A/B Tests for New Customers
The most straightforward pricing experiment is a simple A/B test where new customers are randomly assigned to either your current pricing (control group) or a new pricing structure (test group). This is the gold standard when you have sufficient new customer volume and want to test a comprehensive pricing change. The key advantage of this approach is its simplicity and interpretability. You are measuring the impact of pricing on real customer behaviour in real purchase situations. There is no need for complex modelling or assumptions, you simply observe which group generates better outcomes according to your pre-defined metrics. However, new customer A/B tests have limitations. They tell you nothing about how existing customers would respond to the pricing change. They require substantial time to reach significance if your new customer volume is modest. And they typically only measure initial conversion and early retention, not long-term customer value.
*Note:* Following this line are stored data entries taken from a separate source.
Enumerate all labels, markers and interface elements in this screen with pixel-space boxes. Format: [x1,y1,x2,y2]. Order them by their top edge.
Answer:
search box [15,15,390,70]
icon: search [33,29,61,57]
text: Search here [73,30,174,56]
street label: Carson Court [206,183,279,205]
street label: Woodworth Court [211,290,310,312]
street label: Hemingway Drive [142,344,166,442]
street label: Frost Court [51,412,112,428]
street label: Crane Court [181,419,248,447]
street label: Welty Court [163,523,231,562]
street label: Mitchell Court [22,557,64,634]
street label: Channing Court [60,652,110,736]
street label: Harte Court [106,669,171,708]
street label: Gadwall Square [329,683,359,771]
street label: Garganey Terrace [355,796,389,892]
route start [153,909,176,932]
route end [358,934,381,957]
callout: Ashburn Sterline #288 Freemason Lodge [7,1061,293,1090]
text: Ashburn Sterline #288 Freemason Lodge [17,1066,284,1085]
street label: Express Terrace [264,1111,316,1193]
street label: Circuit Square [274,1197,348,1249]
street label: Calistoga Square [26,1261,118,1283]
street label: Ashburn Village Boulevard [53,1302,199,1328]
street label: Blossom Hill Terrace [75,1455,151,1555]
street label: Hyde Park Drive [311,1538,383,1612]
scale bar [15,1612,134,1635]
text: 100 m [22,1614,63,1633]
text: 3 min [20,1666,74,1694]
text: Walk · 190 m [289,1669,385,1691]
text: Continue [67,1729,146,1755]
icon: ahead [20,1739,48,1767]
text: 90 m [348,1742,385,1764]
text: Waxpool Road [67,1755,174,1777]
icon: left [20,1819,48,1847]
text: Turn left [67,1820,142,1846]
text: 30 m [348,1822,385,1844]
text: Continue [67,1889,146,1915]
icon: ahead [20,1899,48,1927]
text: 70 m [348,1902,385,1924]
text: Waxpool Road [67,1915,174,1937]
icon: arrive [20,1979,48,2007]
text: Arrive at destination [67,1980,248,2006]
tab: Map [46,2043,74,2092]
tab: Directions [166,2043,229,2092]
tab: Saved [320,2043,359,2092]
Price Discrimination Tests
Rather than showing different prices to random segments, some businesses test pricing variations across naturally occurring segments; geography, company size, industry, traffic source, or other characteristics that might correlate with willingness to pay. For example, you might test whether customers arriving from paid search can bear a 20 per cent higher price point than those arriving organically, or whether enterprise customers in financial services will accept pricing that would be untenable for startups in e-commerce. This approach requires careful thought about fairness and transparency. Customers who discover they are paying more than others for an identical product can feel justifiably aggrieved. You need clear, defensible rationales for any pricing variations, ideally based on genuine cost-to-serve differences or meaningfully different value propositions.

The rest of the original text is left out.